## Exercise instructions
Set down the line that contains "M0,276L60,381L0,415" and every line after it to the end of the entries, exactly as they stand and nothing more.

## Source information
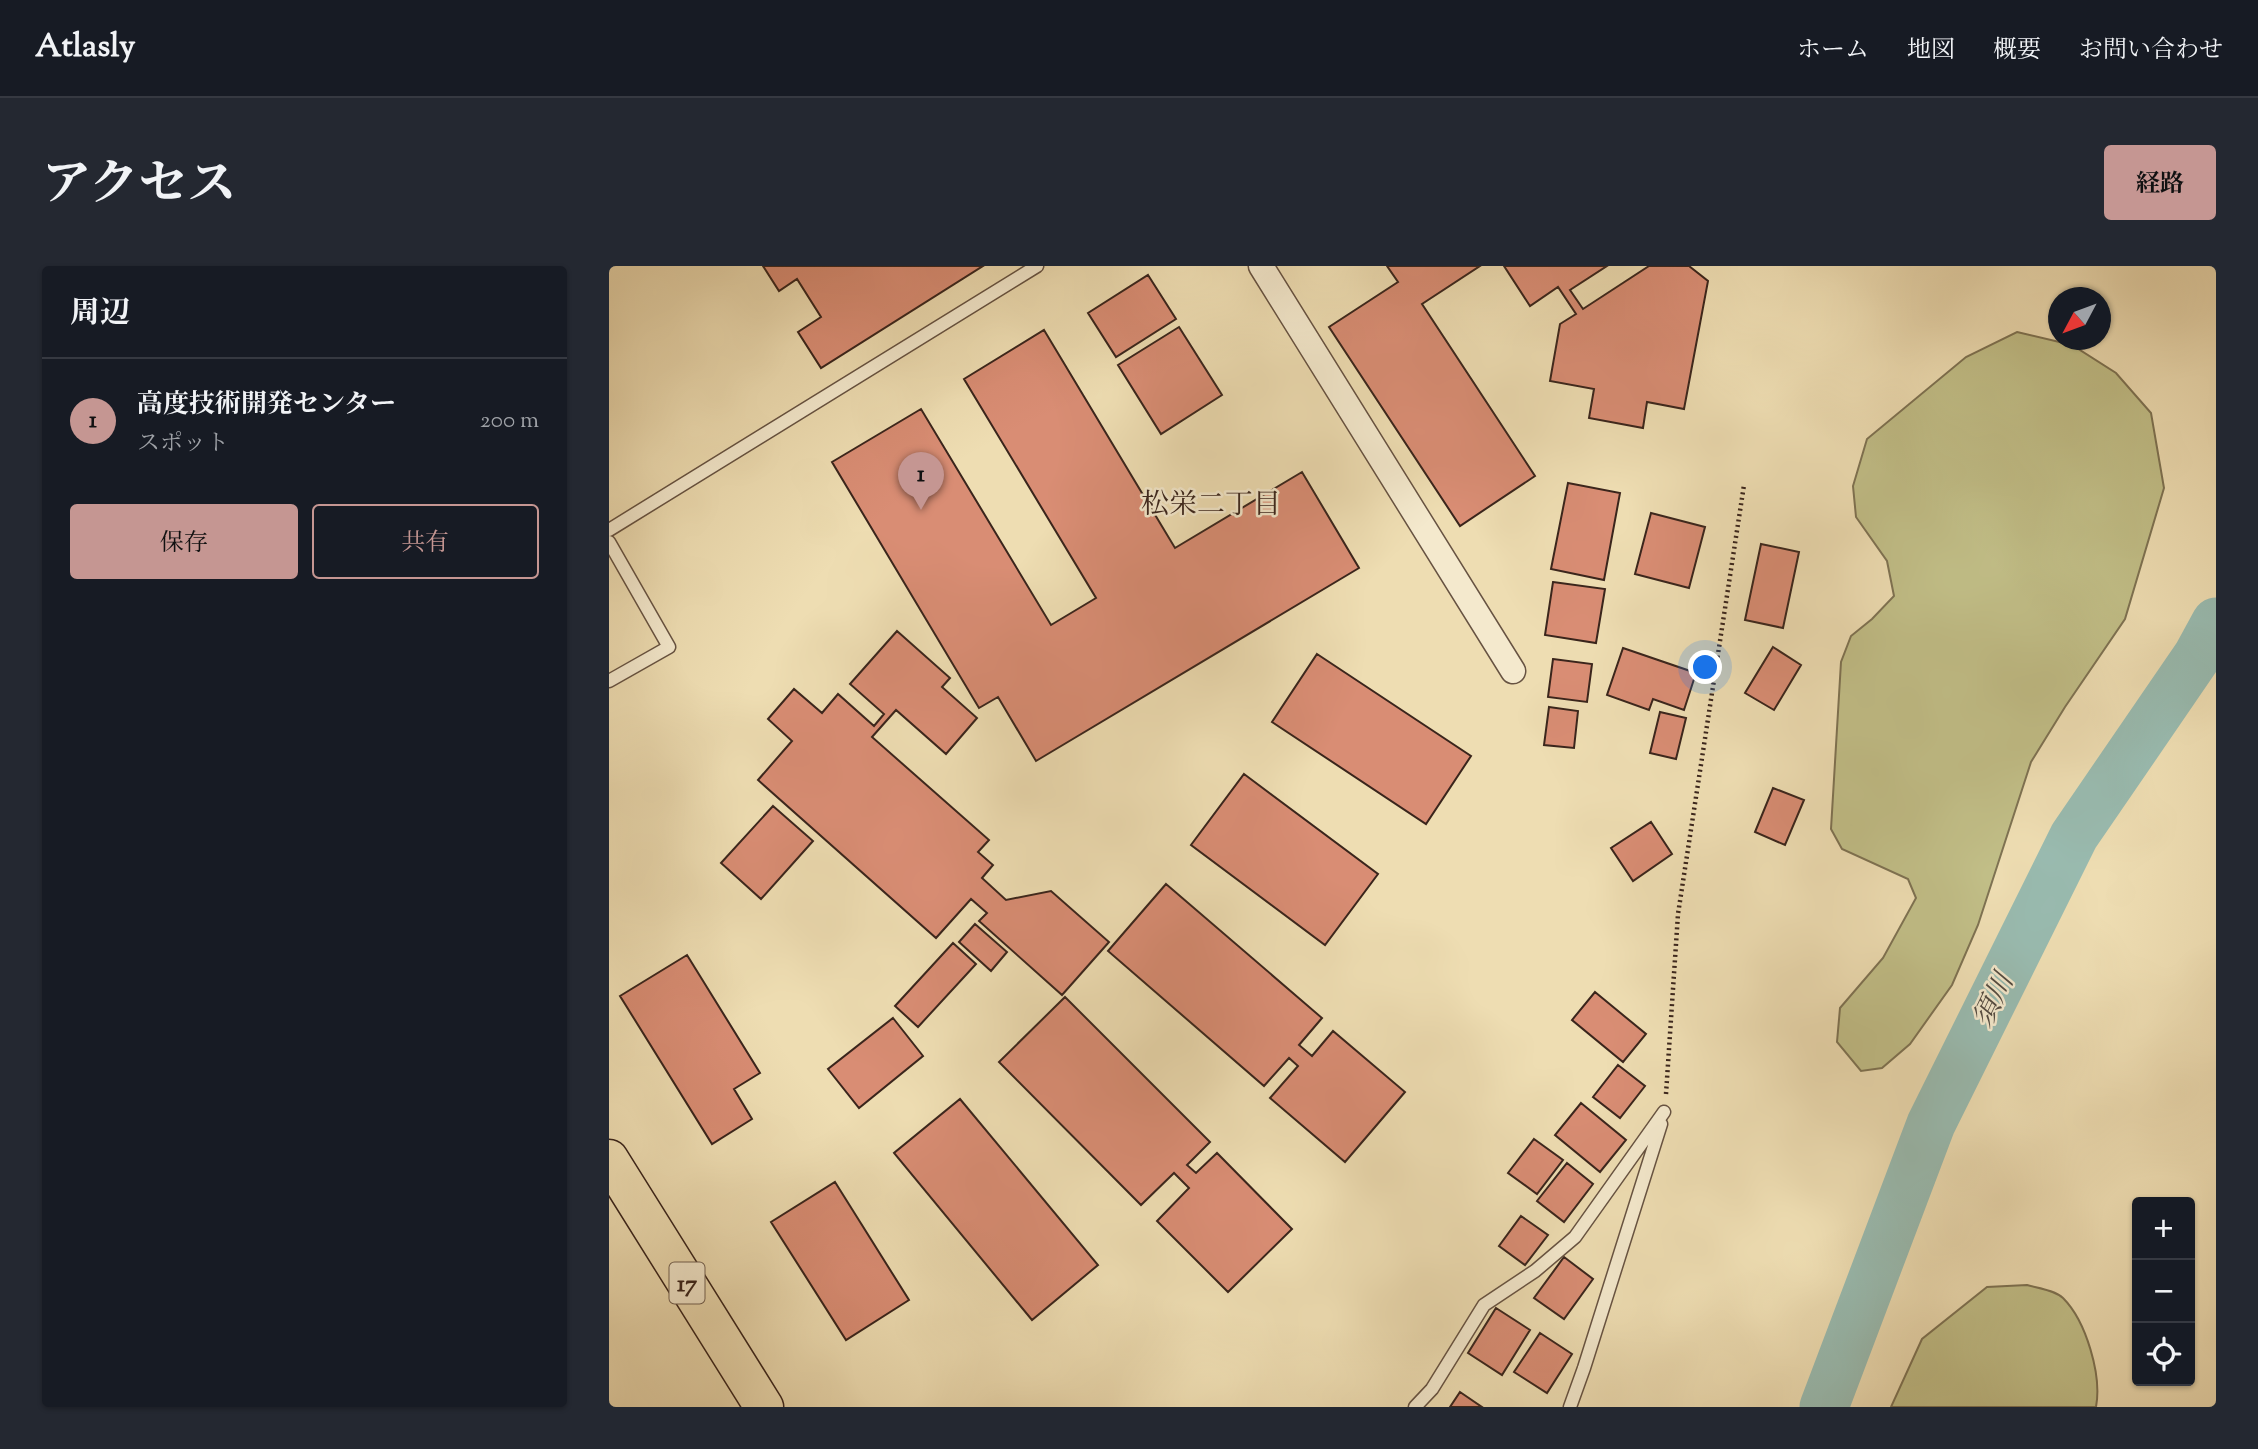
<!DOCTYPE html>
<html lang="ja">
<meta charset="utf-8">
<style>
body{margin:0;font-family:"Sorts Mill Goudy","Noto Serif JP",serif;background:#242831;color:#f1f3f6}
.controls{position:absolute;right:21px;bottom:21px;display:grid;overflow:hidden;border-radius:7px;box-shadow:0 2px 5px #0004}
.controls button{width:63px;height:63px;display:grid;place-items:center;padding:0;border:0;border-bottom:2px solid #363941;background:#171b24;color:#f1f3f6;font:35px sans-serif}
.compass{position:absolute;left:1439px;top:21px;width:63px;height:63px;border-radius:50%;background:#171b24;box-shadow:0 2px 5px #0004;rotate:229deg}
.you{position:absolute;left:1097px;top:402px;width:24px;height:24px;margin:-18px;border:5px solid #fff;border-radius:50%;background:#1a73e8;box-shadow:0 0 0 10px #1a73e833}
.badge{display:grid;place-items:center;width:46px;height:46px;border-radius:50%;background:#c59692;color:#111;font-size:23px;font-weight:700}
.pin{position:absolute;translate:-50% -58px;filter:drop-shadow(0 2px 4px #0008)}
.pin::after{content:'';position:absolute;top:37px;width:24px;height:21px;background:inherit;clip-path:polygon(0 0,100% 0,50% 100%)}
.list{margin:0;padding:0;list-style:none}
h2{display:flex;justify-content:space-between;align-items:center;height:91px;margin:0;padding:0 28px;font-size:30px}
h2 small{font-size:23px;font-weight:400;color:#9ea1a6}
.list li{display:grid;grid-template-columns:46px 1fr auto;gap:21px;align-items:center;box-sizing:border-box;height:126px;padding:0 28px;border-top:2px solid #363941}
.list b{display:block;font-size:26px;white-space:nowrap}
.list p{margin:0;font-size:23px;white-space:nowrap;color:#9ea1a6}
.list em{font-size:23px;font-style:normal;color:#9ea1a6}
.actions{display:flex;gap:14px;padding:21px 28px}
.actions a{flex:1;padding:16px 0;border:2px solid #c59692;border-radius:7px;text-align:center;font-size:24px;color:#c59692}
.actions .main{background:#c59692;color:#111}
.icon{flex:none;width:38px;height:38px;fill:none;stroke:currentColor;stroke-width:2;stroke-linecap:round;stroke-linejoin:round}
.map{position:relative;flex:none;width:1607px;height:1141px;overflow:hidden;border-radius:7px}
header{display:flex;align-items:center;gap:42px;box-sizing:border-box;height:98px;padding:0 35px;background:#171b24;border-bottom:2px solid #363941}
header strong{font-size:33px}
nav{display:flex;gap:38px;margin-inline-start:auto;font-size:24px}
.intro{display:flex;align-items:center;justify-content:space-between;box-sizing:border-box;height:168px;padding:0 42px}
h1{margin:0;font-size:49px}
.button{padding:18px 32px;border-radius:7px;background:#c59692;color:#111;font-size:24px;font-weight:700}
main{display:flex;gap:42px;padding:0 42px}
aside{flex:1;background:#171b24;border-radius:7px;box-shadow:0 2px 5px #0004}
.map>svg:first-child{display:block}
.green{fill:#c1be87;stroke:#7e7252;stroke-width:2}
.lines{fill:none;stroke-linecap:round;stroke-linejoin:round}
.river{stroke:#99bbb0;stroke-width:49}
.building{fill:#d98d74;stroke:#3a251c;stroke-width:2}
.lane-casing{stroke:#675342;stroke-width:15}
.street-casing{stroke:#675342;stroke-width:27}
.primary-casing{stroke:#3a251c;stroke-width:41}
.path{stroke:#3a251c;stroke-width:4.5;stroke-dasharray:2 3.5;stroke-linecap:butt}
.lane{stroke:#f4e9cd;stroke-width:12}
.street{stroke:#f4e9cd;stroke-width:24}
.primary{stroke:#eeddb2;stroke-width:38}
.labels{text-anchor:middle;stroke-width:5;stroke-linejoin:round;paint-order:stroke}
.shield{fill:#f4e9cd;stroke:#726051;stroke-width:2}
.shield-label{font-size:24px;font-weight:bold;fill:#3a251c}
.neighbourhood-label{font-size:28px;fill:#3a251c;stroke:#f4e9cd}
.water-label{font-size:28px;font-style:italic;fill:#524a41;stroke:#f4e9cd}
</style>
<header>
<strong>Atlasly</strong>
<nav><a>ホーム</a><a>地図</a><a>概要</a><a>お問い合わせ</a></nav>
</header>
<div class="intro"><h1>アクセス</h1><a class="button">経路</a></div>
<main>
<aside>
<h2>周辺<small></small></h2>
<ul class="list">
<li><span class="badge">1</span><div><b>高度技術開発センター</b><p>スポット</p></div><em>200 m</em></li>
</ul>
<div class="actions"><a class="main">保存</a><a>共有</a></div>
</aside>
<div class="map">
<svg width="1607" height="1141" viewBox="0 0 1607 1141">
<rect width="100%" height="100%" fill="#eeddb2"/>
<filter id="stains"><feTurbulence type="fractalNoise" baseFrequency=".00286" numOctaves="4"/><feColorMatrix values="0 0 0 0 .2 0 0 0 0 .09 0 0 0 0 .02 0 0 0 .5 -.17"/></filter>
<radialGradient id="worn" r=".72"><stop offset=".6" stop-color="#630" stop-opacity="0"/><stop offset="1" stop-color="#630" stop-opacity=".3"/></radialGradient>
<path class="green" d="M1408,66L1463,79L1507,107L1542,147L1555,222L1516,353L1456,441L1422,496L1369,659L1343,719L1301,778L1273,802L1252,805L1228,776L1231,742L1274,692L1307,632L1299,613L1233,583L1222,563L1232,396L1242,370L1263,353L1285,330L1278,295L1247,251L1244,220L1258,173L1357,91Z
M1418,1019C1428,1022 1446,1024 1454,1032C1477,1055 1493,1109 1487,1141H1282L1313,1073L1378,1021Z"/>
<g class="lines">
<path class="river" d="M1215,1141L1322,858L1465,570L1589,389L1607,356"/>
</g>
<path class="building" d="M154,0H374L212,102L189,66L212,51L188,13L170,25Z
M778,0H871L813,38L926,210L851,260L720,61L789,16Z
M895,0H998L961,24L974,43L1040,0H1080L1099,15L1075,143L1038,136L1034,162L980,152L985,123L941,115L951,58L967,48L949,21L921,40Z
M539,9L567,53L507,91L479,47Z
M570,61L613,129L552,168L509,99Z
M435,64L566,282L693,206L750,302L427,495L389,431L370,442L223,196L312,143L442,359L487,332L355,113Z
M959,217L1011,227L995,314L942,303Z
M1042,247L1096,261L1080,322L1026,308Z
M1152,278L1190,286L1174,362L1136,354Z
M944,316L996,323L987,377L936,369Z
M288,365L341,412L333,421L368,452L337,488L287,444L263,471L380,574L369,586L384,599L373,612L397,634L442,625L500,676L453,729L370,655L378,647L362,633L327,672L149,514L183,475L159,453L185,423L213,447L229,428L265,460L275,448L241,418Z
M1164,381L1192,399L1165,444L1136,427Z
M1014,382L1087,407L1075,444L1044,433L1040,444L998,429Z
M708,388L862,490L817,558L663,456Z
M944,393L983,398L978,436L939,431Z
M940,441L969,445L965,482L935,479Z
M1051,446L1077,452L1067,493L1041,487Z
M635,508L769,608L716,679L582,579Z
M1164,522L1195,534L1176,579L1146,566Z
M164,540L204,575L152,633L112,597Z
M1042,556L1063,588L1024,615L1002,582Z
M557,618L713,752L690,779L703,790L724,765L796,826L736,896L661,832L689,800L680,792L655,820L499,685Z
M366,658L398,686L382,705L350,676Z
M344,677L367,698L309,761L286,740Z
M78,689L151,807L125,823L143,853L103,878L11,730Z
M986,726L1037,768L1014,796L963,754Z
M456,731L601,876L578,899L587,907L608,887L683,963L619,1026L548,955L580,922L565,907L532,939L390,796Z
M284,752L314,790L250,842L219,803Z
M1009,799L1036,820L1011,852L984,831Z
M351,833L489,999L423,1054L285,887Z
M972,837L1017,874L991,906L946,869Z
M925,873L954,894L928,928L899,907Z
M958,897L984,918L955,956L928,935Z
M226,916L300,1034L237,1074L162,956Z
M912,950L939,969L916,999L890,980Z
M955,991L984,1013L955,1053L925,1032Z
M887,1042L921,1064L893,1109L859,1087Z
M931,1067L963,1088L938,1127L905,1106Z
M851,1126L873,1141H841Z"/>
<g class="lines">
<g class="lane-casing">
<path id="lane" d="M0,264L428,0
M0,276L60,381L0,415
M806,1141L823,1123L875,1039L926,1005L966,971L1055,846
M961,1141L975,1102L1052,858"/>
</g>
<g class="street-casing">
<path id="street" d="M652,0L904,405"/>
</g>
<g class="primary-casing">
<path id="primary" d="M0,893L155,1141"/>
</g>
<path class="path" d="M1057,828L1069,648L1135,219"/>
<use href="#lane" class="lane"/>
<use href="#street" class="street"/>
<use href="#primary" class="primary"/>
</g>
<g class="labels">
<rect class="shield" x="60.5" y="996.5" width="35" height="41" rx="5"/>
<g class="shield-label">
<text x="78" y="1025">17</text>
</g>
<g class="neighbourhood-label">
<text x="602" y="247">松栄二丁目</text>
</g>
<g class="water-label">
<text transform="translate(1383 734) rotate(-64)" y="10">須川</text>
</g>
</g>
<rect width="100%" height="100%" filter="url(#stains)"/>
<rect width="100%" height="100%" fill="url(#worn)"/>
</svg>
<div class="controls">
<button>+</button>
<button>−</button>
<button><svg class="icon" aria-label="locate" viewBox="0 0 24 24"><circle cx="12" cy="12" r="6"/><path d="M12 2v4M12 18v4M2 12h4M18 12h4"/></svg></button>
</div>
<svg class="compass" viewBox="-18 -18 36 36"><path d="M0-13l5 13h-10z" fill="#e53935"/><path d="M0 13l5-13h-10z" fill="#9ea1a6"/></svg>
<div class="you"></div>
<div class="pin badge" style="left:312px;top:244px">1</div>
</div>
</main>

## Your response
M0,276L60,381L0,415
M806,1141L823,1123L875,1039L926,1005L966,971L1055,846
M961,1141L975,1102L1052,858"/>
</g>
<g class="street-casing">
<path id="street" d="M652,0L904,405"/>
</g>
<g class="primary-casing">
<path id="primary" d="M0,893L155,1141"/>
</g>
<path class="path" d="M1057,828L1069,648L1135,219"/>
<use href="#lane" class="lane"/>
<use href="#street" class="street"/>
<use href="#primary" class="primary"/>
</g>
<g class="labels">
<rect class="shield" x="60.5" y="996.5" width="35" height="41" rx="5"/>
<g class="shield-label">
<text x="78" y="1025">17</text>
</g>
<g class="neighbourhood-label">
<text x="602" y="247">松栄二丁目</text>
</g>
<g class="water-label">
<text transform="translate(1383 734) rotate(-64)" y="10">須川</text>
</g>
</g>
<rect width="100%" height="100%" filter="url(#stains)"/>
<rect width="100%" height="100%" fill="url(#worn)"/>
</svg>
<div class="controls">
<button>+</button>
<button>−</button>
<button><svg class="icon" aria-label="locate" viewBox="0 0 24 24"><circle cx="12" cy="12" r="6"/><path d="M12 2v4M12 18v4M2 12h4M18 12h4"/></svg></button>
</div>
<svg class="compass" viewBox="-18 -18 36 36"><path d="M0-13l5 13h-10z" fill="#e53935"/><path d="M0 13l5-13h-10z" fill="#9ea1a6"/></svg>
<div class="you"></div>
<div class="pin badge" style="left:312px;top:244px">1</div>
</div>
</main>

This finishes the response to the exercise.